Seit elf Wochen läuft der Film jetzt, über zwei Millionen Bürger wollten ihn sehen, allerorten war er der talk of the town. Wieland aus Dresden brachte es mit einem Hinweis auf die außerordentliche Beliebtheit der Basterds in Deutschland zum letter of the month in der (englischen) »Empire«. Und irgendjemand meinte, der Film wäre der beste des Jahres, neben »Frost/Nixon«. Really.

Nun sind die zahlreichen Vorschusslorbeeren gegessen, der Hype ist abgeflaut, die Sensation verblasst. Was übrig bleibt, ist der Film. Und bei Lichte besehen offenbart er doch die eine oder andere Schwäche.

Zum Beispiel die flatterhafte Ästhetik, ist die jetzt gut oder schlecht? Wir erleben ein Stelldichein der Genres, ein wildes Haschmich der Versatzstücke: Der Italo-Western geht auf im Zweiten Weltkrieg, »The Wild Bunch« trifft Grimms Märchen, Leone und Lubitsch geben sich die Klinke in die Hand, das Dreckige Dutzend erscheint im Smoking und macht auf witzig.

Anderen Regisseuren hätte man vorgehalten, sie wüssten zum Geier nicht, welchen Film sie denn nun drehen wollten, Tarantino hingegen wird postwendend ein genialer Stilmix bescheinigt. Na klar, er ist ein Profi, er hat so viel auf der Pfanne, er wird doch wissen, was er tut? Seeßlen schreibt stante pede ein ganzes Buch über den Film, erklärt das Durcheinander zur neuen Ordnung und pamphletisiert über einen neuen Antifaschismus. Gut, Kunst ist auch, was man draus macht. Schaut man sich aber die stilistische und narrative Geschlossenheit früherer Werke an, muss man sich schon wundern. Ziellos wirkt das, unausgegoren, beliebig.

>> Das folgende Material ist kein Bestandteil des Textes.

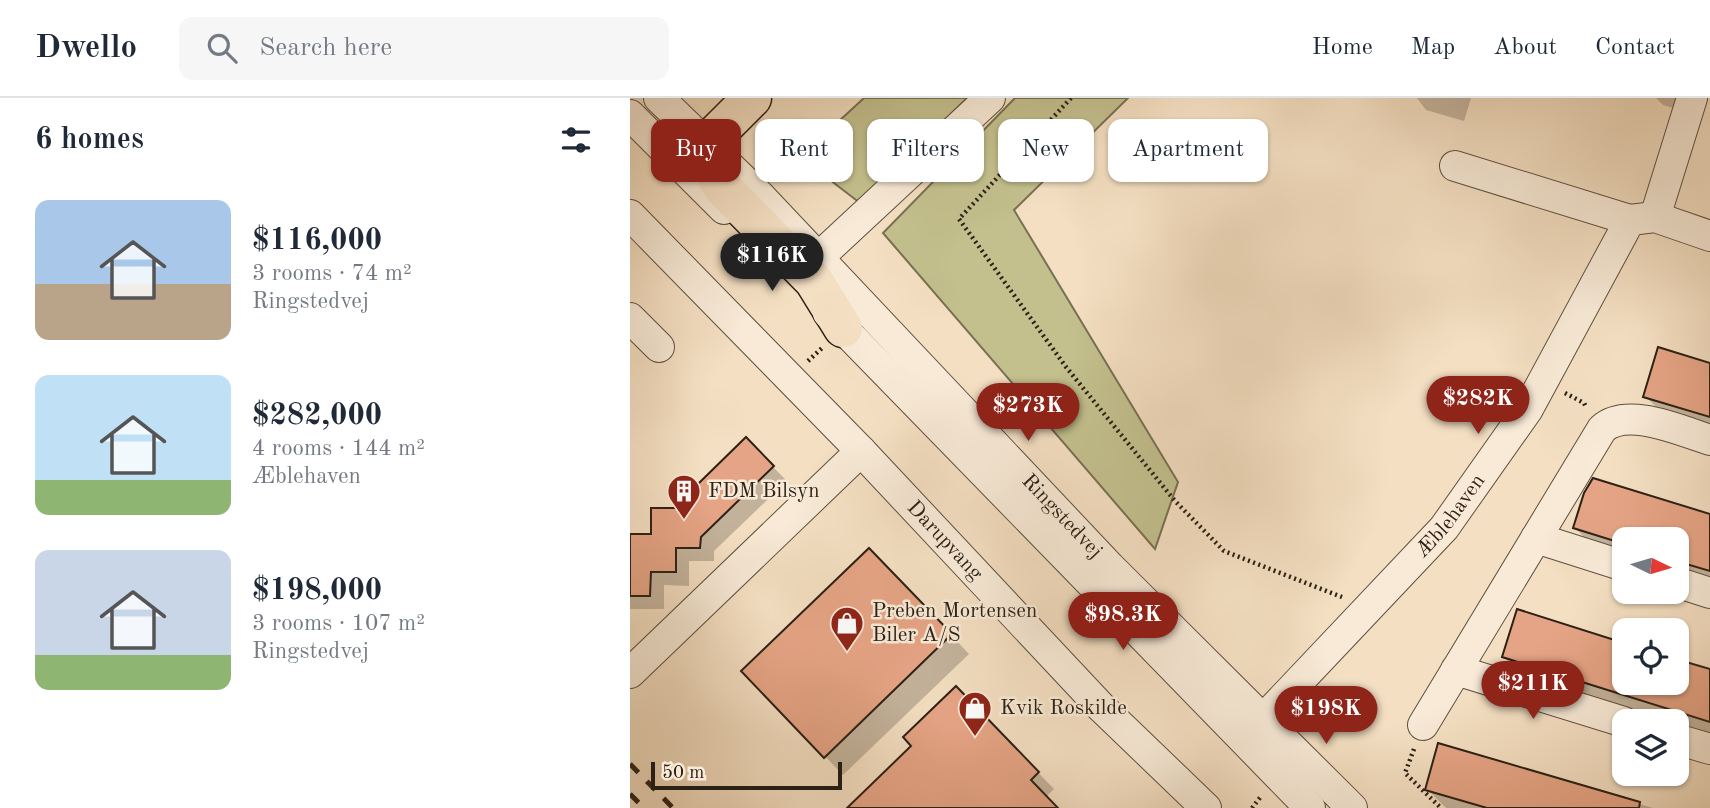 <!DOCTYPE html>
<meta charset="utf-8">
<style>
body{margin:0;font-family:"Old Standard TT",serif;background:#f6f6f7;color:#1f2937;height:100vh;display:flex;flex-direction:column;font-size:26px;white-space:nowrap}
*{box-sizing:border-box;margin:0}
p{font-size:23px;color:#747a83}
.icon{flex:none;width:38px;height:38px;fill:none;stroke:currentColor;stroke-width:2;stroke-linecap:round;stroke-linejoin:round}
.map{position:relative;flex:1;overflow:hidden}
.panel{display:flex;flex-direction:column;background:#fff;width:630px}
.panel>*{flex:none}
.guide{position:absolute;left:21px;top:21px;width:665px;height:63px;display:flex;gap:14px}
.needle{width:46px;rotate:95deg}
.tools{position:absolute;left:982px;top:429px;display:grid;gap:14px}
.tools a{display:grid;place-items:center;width:77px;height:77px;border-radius:14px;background:#fff;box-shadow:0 2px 5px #0004;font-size:35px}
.scale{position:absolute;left:21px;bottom:18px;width:191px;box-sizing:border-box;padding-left:7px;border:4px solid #2b2115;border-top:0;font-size:19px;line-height:24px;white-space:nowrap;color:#2b2115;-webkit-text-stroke:5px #f8ead7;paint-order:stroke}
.price{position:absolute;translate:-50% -60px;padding:0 16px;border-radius:24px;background:#8f2418;color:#fff;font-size:23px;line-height:46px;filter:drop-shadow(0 2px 4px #0008)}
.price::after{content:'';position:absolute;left:50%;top:42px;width:21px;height:16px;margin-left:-10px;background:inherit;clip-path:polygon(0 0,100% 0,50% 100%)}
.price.selected{background:#222;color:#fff}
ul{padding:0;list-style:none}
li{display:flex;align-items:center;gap:21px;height:175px;padding:0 35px}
li span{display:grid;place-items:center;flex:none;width:196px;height:140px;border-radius:14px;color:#555}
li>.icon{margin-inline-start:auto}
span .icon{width:84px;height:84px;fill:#fffc;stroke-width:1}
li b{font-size:30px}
h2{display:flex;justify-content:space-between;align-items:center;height:84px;padding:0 35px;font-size:30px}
.tag{padding:0 24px;border-radius:14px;background:#fff;box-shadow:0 2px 5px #0004;font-size:24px;line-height:63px}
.tag.selected{background:#8f2418;color:#fff}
header{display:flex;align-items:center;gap:42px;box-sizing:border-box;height:98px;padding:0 35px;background:#fff;border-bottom:2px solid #e0e1e3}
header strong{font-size:33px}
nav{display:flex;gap:38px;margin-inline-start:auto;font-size:24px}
.search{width:490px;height:63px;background:#f6f6f7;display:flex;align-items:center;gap:18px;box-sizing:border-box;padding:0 24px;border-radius:14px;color:#747a83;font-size:26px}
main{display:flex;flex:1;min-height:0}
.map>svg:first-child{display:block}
</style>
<header>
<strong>Dwello</strong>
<div class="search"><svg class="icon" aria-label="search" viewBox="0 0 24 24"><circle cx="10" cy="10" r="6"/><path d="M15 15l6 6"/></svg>Search here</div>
<nav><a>Home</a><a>Map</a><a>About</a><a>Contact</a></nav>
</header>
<main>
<section class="panel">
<h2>6 homes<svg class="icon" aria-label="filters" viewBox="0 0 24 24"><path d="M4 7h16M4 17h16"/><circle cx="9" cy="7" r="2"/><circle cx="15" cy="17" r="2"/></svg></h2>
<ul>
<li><span style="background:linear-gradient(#a9c7e8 60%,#b9a48a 0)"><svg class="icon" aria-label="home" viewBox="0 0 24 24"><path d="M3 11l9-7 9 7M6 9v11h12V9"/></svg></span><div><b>$116,000</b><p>3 rooms · 74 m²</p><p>Ringstedvej</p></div></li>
<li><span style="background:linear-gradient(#bfe0f5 75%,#8fb573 0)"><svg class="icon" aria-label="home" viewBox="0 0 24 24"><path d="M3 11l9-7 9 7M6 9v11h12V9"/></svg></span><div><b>$282,000</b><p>4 rooms · 144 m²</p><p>Æblehaven</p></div></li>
<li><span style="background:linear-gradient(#c9d6e8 75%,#8fb573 0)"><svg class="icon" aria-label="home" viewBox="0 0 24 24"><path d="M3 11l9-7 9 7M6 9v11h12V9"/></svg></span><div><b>$198,000</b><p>3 rooms · 107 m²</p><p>Ringstedvej</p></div></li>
</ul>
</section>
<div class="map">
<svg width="1080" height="710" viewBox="0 0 1080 710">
<rect width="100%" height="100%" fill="#f4dfc2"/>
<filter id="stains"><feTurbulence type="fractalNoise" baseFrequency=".00286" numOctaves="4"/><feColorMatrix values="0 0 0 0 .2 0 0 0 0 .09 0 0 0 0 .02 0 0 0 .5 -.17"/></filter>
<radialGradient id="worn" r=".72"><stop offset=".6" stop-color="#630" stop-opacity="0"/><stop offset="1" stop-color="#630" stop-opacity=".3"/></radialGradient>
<path fill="#c3c08e" stroke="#777052" stroke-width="2" d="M234,0H337L230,105L170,59Z
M385,0H498L384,112L548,384L525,451L253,135Z"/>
<path fill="#0003" d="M787,0H841L834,23L796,12Z
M1026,0H1078L1066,17L1033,7Z
M1080,267V335L1039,322L1015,298Z
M116,342L157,383L84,453V463H59V488L34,487V511H0V437L23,438L68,387Z
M1080,418V488L1046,478V441H994V462L969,454L945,430Z
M257,470L339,556L213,677L113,573Z
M994,546V584H1046L1080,573V640L1046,629V623H1027L898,583L874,559Z
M342,606L424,691L416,699L426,710H219Z
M809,648L1023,710H816L797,691Z"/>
<path fill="#e5a485" stroke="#2b2115" stroke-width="2" d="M1028,249L1080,265V319L1013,299Z
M116,339L144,368L71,439L70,450H46V474H21L20,498H0V436H21V410H46L47,386H68Z
M963,380L1080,416V473L1046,463V441H994V446L943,430L954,395Z
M239,450L322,536L194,660L111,573Z
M887,511L994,545V584H1046V561L1080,571V624L872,559Z
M326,588L409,674L401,682L428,710H217L281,648L273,639Z
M808,645L1010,704L1009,710H857L795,692Z"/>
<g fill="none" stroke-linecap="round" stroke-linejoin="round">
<defs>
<g id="minor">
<path id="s1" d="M29,0L130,98L480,469L722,710"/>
<path d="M0,17L94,111"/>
<path d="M825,68L1000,122"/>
<path id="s2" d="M0,117L231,353L471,609L576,710"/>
<path d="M1025,119L1062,0"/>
<path d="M188,160L360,0"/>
<path d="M198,215L680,710"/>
<path d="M0,220L29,249"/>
<path d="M906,440L994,468"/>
<path d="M1046,484L1080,495"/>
<path d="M826,572L994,624"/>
<path d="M0,575L231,353"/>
<path d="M793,627L972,331C997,308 1051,333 1080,342"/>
<path id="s3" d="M621,634L814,430L898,311L1000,122L1025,119L1080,138"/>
<path d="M1046,641L1080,651"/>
</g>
<path id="highway" d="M122,0L77,45L75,59L92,89L184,183L213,230"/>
</defs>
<use href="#minor" stroke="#5d5040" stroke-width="32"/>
<use href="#highway" stroke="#2b2115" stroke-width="41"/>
<path stroke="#2b2115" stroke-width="4.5" stroke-dasharray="2 3.5" stroke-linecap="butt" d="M441,0L329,121L436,269L545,403L594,453L712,499
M178,263L192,250
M935,295L954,305L956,309
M784,651L775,675L811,710
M622,710L632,697"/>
<use href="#minor" stroke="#f8ead7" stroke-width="30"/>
<use href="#highway" stroke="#f4dfc2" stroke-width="38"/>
<path stroke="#2b2115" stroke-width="5" stroke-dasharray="12 12" stroke-linecap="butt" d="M0,666L43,710
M0,696L14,710"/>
</g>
<defs>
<symbol id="building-pin" viewBox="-11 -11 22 30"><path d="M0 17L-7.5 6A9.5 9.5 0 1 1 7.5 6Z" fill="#8f2418" stroke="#f8ead7"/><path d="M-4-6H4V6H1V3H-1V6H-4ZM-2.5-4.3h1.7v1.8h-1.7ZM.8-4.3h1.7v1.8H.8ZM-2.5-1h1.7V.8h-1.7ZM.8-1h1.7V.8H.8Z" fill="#fff"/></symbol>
<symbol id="shop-pin" viewBox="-11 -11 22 30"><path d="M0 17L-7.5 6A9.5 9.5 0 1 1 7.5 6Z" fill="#8f2418" stroke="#f8ead7"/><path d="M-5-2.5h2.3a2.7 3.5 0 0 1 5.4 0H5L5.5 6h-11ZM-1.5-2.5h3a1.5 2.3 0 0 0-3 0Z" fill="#fff"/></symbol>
</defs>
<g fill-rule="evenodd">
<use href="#building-pin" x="35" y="374" width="38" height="52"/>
<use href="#shop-pin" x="198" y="506" width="38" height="52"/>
<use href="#shop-pin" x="326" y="591" width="38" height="52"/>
</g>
<g text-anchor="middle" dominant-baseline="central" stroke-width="5" stroke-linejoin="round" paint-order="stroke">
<g font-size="21" fill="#2b2115" stroke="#f8ead7" text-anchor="start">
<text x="78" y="393">FDM Bilsyn</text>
<text x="242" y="513">Preben Mortensen<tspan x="242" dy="24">Biler A/S</tspan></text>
<text x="370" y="610">Kvik Roskilde</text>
</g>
<g font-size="21" fill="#2b2115" stroke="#f8ead7">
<text stroke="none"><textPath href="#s3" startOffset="294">Æblehaven</textPath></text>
<text stroke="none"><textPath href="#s1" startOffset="581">Ringstedvej</textPath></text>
<text stroke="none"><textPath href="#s2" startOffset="453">Darupvang</textPath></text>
</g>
</g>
<rect width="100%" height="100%" filter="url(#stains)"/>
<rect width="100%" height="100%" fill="url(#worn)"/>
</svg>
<div class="tools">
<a><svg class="needle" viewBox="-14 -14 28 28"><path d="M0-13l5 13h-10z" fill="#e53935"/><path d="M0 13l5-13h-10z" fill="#747a83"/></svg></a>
<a><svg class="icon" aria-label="locate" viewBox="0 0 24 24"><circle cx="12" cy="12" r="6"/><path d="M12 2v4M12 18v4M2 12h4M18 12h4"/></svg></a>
<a><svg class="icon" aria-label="layers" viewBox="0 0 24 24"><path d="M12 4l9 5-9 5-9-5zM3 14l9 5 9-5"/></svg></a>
</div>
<div class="scale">50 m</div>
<b class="price selected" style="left:142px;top:195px">$116K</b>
<b class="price" style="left:848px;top:338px">$282K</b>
<b class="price" style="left:398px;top:345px">$273K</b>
<b class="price" style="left:493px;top:554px">$98.3K</b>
<b class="price" style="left:903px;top:623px">$211K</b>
<b class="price" style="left:696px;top:648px">$198K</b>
<div class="guide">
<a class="tag selected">Buy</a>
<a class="tag">Rent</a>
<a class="tag">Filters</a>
<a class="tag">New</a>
<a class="tag">Apartment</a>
</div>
</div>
</main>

Ein Glück, dass die Episoden in sich oft funktionieren, und siehe da: Ein paar davon gerinnen tatsächlich zu Kleinoden großer Filmkunst. Da gibt es unverschämt lange, meisterlich choreographierte Dialogpassagen, Kammerspiele, die ihre Kraft aus sich selbst heraus entwickeln, die in ihrer klaren Intuition einfach funktionieren, ohne Brimborium und Beiwerk. Sie sind unbestritten die Stärke des Films.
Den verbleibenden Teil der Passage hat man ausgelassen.